I was hoping someone here might be able to provide insight on this… at a(n admittedly) simple level, I note three phenomena:

### Rising Interest Rates

Interest rates have risen, impacting various aspects of the economy and financial decisions.

### Increasing House Prices

House prices have gone up, affecting the buying cohort, which likely includes the “mortgage set.”

### Stagnant Wage Growth

Wage growth is stagnant or not keeping pace with inflation, adding another layer to the economic landscape.

## Capital Sources in a Changing Market

And so, given house prices are going up in this scenario, where is the (new) capital coming from? Banks are, ostensibly, lending less.

### Financial Dynamics

Are people simply stretching more to afford homes? Does this suggest that there was previously “slack” in household budgets? Or is the capital coming from alternative sources like unlocked Super funds or offshore investments?

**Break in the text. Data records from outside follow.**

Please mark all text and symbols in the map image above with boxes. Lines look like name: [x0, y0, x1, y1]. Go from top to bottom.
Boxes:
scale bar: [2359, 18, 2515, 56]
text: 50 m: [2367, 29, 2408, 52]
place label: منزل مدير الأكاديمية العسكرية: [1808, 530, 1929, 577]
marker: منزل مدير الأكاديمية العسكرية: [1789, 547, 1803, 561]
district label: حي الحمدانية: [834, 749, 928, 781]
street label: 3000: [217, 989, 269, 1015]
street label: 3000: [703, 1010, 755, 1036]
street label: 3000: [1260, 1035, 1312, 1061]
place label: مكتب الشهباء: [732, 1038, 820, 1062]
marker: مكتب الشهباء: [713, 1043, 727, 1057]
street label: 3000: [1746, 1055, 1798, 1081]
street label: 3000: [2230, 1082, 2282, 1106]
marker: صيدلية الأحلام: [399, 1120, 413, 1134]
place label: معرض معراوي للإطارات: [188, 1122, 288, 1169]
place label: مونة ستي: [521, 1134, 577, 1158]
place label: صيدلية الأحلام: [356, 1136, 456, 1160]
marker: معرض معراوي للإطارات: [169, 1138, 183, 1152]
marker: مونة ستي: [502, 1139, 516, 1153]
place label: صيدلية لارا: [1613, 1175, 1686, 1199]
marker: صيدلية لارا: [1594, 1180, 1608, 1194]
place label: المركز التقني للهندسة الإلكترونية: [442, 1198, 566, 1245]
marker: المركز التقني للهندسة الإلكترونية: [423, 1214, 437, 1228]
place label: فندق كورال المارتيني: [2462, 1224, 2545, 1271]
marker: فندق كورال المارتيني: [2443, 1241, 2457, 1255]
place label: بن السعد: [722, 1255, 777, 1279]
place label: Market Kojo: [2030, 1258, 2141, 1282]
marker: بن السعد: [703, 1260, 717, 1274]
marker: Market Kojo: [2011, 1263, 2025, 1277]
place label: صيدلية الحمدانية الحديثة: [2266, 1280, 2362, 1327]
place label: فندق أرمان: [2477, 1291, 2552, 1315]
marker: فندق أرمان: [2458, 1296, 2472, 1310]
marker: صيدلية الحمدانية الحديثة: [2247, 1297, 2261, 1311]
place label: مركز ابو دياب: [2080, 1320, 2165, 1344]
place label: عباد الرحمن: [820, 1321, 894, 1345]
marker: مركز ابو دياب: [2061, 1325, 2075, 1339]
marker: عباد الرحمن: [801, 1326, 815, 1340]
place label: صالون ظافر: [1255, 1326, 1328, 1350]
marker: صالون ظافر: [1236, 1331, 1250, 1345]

## How AI Legalese Decoder Can Help

The AI Legalese Decoder can help navigate this complex financial landscape by analyzing data and providing insights into market trends, potential capital sources, and the impact of rising interest rates on housing prices. By utilizing advanced algorithms and machine learning, the AI Legalese Decoder can assist in understanding the nuances of economic phenomena and making informed decisions in a changing market environment.

## Final Thoughts and Queries

TL/DR: How have interest rates risen and house [edit: prices] keep going up?

Thanks!

Ben

Edit: Thanks for all the answers! Supplementary question: where was all of this capital _before_ interest rate rises? Or is this argument that house price increases would have been even more if not for the interest rate rises?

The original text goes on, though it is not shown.